They are made to use all the energy they get for moving air around, so I
think it will be very little. I guess less than 10 Watt.

Marc

## Re: How much heat do cooling fans generate?

wrote:

It depends on the particular fan.  They actually draw less
avg. current than their labeled current but as an example,
an 80mm fan running at 3000 RPM might use 120mA @ 12V, ~
1.4W.   It's a bit beside the point though, that they're
moving air so no matter what their heat generation it was
for the purpose of removing heat.  There isn't any possible
computer configuration I'm aware of that could make fan heat
gneration an issue needing consideration.

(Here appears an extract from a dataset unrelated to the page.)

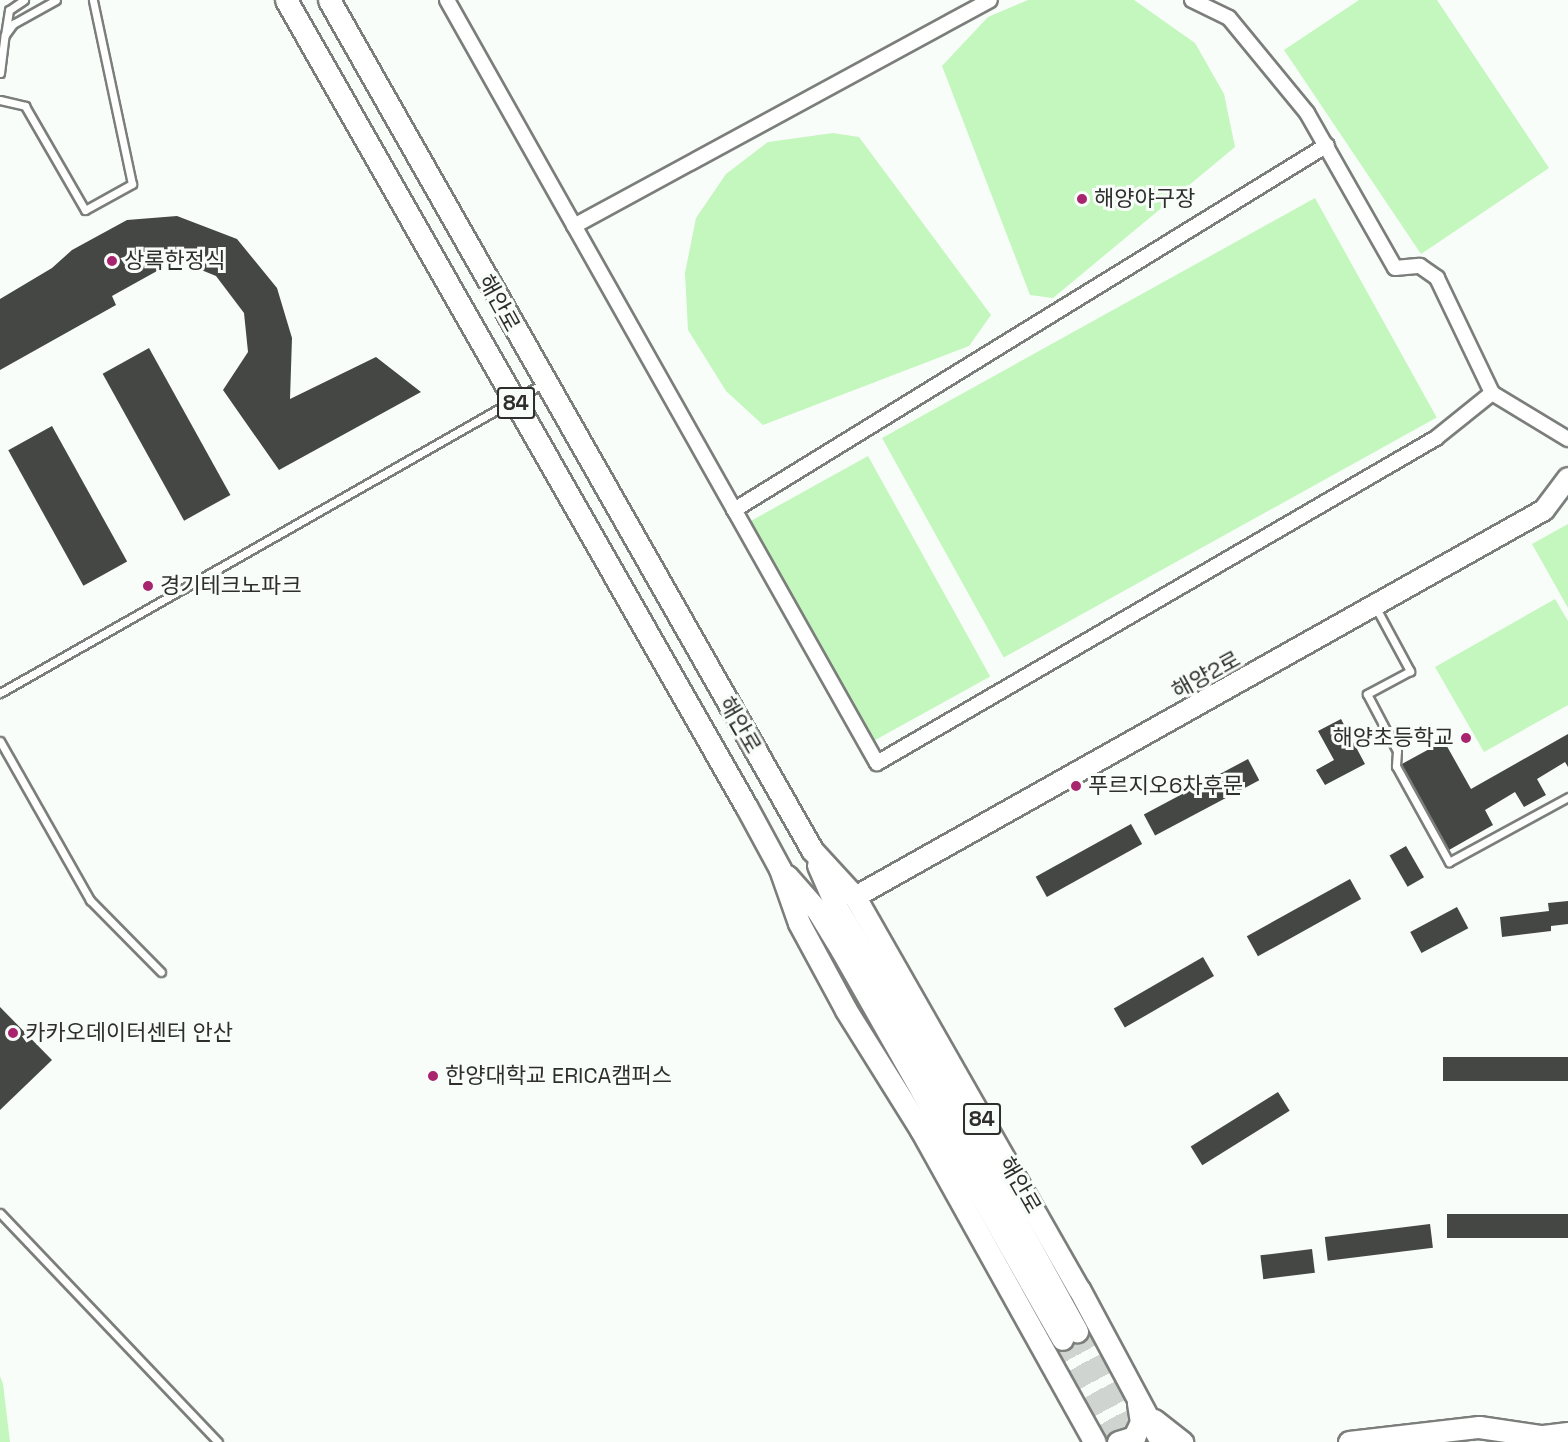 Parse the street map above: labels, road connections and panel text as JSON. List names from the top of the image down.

## Re: How much heat do cooling fans generate?

kony wrote:

Actually, I'm having a discussion with someone who is using a computer
fan inside of an enclosed incubator simply to circulate air. I told
them these fans generate very little heat and he contends they his fan
was at 98 degrees inside an incubator that was only 90 degrees. I find
it hard to believe, the fan can generate an additional 8 degrees of
heat.

## Re: How much heat do cooling fans generate?

"TC" wrote:

What is being measured inside the incubator is temperature,
(or heat "pressure") not heat.  If the incubator is well insulated,
it's not hard to imagine that 1 joule of heat input per second
(i.e. 1 watt) results in an 8-degree rise in temperature.  The
temperature rises until it's enough to force out through the
walls of the incubator as much heat per second as the fan inputs
per second.  The fan's value is also in circulating the air to
distribute the heat evenly over the eggs.  In that respect, the
more turbulent the air, the better is the transfer of heat to the
egg shell.

*TimDaniels*

## Re: How much heat do cooling fans generate?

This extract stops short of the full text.